───── MATERIAL FOR THE TASK

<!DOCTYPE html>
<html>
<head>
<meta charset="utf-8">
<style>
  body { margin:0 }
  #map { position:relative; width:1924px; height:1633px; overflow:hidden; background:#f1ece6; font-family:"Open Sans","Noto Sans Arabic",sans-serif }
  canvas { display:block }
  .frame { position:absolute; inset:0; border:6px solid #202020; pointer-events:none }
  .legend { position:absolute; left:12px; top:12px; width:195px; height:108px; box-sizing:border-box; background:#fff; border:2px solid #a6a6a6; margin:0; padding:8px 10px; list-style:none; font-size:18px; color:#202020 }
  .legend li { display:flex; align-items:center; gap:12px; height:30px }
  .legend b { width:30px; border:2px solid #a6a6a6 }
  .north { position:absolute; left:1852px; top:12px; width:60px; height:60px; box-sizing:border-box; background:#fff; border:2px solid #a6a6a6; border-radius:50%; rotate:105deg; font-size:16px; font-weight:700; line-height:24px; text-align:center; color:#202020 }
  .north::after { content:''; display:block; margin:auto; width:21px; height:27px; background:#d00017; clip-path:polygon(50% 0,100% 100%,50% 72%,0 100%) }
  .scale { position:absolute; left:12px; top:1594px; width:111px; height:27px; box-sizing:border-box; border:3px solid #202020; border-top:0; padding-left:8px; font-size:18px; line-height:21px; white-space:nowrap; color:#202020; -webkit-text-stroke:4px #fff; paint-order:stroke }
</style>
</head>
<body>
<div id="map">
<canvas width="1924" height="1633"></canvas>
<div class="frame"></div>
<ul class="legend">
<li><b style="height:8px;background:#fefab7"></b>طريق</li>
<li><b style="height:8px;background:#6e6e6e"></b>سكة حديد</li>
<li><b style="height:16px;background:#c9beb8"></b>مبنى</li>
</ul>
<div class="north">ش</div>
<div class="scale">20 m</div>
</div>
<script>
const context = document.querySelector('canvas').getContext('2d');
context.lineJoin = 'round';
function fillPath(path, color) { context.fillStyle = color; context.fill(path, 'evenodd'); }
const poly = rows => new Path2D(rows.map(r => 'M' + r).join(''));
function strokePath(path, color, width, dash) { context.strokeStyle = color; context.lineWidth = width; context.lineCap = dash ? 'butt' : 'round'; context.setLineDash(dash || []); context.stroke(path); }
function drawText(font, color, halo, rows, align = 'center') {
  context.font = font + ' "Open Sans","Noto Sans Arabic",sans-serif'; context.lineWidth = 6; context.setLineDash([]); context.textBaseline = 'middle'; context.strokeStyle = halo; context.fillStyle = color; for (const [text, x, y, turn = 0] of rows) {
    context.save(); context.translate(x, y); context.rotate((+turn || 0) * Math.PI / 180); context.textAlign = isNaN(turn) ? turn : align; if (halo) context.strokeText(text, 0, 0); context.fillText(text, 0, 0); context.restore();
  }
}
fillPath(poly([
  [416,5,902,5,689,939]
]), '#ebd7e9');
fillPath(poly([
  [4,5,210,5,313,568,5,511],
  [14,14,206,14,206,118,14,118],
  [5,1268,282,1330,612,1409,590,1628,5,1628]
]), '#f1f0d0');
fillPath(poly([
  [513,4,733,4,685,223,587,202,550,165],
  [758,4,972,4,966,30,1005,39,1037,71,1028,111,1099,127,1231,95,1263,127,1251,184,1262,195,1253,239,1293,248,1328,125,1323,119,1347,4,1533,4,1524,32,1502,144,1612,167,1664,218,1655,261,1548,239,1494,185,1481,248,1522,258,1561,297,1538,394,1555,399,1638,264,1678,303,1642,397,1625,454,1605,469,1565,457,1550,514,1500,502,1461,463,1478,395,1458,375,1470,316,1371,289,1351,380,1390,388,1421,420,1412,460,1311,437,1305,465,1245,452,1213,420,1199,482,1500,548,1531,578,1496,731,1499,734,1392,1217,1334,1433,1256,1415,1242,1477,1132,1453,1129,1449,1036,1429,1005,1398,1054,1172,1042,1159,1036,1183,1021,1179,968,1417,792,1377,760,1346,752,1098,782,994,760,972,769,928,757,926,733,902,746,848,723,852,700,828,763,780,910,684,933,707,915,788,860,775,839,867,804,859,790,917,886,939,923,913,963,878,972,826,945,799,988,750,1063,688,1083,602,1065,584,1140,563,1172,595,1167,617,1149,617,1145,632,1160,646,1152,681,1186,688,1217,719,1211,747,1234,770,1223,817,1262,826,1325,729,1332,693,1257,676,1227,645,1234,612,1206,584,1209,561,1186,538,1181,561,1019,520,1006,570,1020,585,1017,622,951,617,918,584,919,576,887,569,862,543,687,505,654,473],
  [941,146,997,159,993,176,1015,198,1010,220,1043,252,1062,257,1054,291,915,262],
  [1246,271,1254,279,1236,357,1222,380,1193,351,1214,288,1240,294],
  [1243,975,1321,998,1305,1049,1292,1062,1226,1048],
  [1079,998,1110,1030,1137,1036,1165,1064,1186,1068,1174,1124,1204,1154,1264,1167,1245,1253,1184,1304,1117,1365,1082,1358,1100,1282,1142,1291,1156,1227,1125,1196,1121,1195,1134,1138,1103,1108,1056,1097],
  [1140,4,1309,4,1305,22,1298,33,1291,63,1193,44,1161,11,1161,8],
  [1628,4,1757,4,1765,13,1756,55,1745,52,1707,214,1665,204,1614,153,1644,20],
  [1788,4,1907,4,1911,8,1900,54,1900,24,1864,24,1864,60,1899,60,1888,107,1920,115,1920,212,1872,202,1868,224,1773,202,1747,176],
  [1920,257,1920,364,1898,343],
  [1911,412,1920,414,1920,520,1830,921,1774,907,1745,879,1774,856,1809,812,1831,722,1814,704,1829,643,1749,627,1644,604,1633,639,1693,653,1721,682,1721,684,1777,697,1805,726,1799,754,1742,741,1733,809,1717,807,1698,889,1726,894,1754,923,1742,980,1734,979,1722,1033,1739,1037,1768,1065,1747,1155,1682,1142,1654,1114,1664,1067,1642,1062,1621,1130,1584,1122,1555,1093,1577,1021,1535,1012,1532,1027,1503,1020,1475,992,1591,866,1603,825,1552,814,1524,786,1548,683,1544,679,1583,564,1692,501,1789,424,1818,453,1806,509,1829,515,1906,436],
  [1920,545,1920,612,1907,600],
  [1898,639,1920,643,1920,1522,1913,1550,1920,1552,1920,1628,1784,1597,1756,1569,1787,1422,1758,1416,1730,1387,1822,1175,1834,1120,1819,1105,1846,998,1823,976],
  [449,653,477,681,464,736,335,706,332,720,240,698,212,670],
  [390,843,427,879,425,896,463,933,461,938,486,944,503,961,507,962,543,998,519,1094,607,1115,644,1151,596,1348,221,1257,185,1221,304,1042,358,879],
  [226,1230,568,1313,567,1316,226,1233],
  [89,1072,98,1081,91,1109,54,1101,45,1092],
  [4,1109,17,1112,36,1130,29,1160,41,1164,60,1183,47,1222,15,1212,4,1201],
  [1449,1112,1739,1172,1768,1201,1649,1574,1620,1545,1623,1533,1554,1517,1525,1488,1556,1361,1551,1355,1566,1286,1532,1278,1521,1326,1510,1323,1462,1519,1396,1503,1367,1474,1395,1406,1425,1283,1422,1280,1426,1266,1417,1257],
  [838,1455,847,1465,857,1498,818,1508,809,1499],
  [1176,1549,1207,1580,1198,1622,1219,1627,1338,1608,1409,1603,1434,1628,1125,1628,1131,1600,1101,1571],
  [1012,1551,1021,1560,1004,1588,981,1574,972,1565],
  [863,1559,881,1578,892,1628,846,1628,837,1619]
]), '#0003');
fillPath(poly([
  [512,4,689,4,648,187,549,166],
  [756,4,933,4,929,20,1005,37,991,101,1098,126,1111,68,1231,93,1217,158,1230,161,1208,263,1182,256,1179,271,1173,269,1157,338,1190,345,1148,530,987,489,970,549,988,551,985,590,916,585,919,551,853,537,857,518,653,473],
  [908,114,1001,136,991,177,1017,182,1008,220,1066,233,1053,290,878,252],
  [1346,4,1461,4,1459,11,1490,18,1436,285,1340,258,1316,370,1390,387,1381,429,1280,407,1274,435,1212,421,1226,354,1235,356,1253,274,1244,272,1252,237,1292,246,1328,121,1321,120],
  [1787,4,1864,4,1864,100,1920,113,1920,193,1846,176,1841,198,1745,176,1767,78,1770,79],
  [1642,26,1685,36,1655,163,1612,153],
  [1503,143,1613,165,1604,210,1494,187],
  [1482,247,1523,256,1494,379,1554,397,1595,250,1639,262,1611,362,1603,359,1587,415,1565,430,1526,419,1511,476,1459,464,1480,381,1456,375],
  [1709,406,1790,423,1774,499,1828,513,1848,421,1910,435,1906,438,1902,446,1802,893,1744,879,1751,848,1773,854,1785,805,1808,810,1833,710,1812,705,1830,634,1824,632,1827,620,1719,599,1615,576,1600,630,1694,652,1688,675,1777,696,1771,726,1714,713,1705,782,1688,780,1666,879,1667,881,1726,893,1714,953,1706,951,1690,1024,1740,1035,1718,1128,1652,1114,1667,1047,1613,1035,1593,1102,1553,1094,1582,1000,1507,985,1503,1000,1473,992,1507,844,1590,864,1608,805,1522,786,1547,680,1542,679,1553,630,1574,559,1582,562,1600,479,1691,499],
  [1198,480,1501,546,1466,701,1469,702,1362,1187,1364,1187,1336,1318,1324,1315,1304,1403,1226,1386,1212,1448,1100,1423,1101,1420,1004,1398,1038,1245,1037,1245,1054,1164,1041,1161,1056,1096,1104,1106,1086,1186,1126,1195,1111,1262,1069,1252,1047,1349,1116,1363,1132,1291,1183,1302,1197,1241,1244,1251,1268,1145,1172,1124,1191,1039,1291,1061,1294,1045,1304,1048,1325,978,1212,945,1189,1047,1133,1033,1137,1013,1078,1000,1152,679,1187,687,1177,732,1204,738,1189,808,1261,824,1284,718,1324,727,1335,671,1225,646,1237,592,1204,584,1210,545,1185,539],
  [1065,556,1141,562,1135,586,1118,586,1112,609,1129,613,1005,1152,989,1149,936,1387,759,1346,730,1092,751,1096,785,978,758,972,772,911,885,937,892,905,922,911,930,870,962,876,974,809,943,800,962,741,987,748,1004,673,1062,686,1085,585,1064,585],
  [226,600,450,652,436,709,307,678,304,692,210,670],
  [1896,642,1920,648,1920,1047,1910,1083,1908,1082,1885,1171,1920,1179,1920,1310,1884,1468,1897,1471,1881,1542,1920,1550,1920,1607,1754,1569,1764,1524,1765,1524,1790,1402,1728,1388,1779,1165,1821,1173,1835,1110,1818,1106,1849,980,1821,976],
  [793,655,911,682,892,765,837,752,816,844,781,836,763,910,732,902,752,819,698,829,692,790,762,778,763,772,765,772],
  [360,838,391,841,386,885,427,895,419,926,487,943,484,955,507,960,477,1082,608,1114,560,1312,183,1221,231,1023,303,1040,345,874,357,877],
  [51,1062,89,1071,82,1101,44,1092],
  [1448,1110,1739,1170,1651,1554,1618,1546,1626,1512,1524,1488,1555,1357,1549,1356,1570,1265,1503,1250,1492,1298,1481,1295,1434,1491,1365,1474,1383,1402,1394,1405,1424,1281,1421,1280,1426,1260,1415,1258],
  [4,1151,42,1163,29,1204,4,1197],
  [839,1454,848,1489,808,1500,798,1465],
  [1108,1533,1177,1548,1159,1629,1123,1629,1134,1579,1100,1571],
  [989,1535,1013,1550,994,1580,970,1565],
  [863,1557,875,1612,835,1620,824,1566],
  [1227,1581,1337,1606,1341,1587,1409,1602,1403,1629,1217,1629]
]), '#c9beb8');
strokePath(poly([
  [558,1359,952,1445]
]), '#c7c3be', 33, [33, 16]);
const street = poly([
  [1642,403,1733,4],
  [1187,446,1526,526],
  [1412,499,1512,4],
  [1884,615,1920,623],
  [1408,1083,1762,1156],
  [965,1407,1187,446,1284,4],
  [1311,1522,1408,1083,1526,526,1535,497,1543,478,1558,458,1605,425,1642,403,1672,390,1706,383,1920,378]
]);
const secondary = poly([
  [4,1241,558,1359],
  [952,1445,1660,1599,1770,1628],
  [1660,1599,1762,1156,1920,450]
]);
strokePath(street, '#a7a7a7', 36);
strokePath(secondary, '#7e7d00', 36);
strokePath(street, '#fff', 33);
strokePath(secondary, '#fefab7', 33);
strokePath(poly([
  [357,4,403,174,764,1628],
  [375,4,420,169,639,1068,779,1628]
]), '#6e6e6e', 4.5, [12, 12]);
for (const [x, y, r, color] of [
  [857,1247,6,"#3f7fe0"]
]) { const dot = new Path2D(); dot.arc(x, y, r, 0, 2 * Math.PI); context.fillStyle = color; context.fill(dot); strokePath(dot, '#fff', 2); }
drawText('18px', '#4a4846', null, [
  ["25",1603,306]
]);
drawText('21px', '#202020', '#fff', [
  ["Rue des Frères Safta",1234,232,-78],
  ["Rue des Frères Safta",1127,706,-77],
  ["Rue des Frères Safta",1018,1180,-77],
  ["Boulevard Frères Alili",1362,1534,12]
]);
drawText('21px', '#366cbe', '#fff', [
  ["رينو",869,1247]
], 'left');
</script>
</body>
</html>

──────────

What is needed is each line of the entries that contains the word "halo".

function drawText(font, color, halo, rows, align = 'center') {
  context.font = font + ' "Open Sans","Noto Sans Arabic",sans-serif'; context.lineWidth = 6; context.setLineDash([]); context.textBaseline = 'middle'; context.strokeStyle = halo; context.fillStyle = color; for (const [text, x, y, turn = 0] of rows) {
    context.save(); context.translate(x, y); context.rotate((+turn || 0) * Math.PI / 180); context.textAlign = isNaN(turn) ? turn : align; if (halo) context.strokeText(text, 0, 0); context.fillText(text, 0, 0); context.restore();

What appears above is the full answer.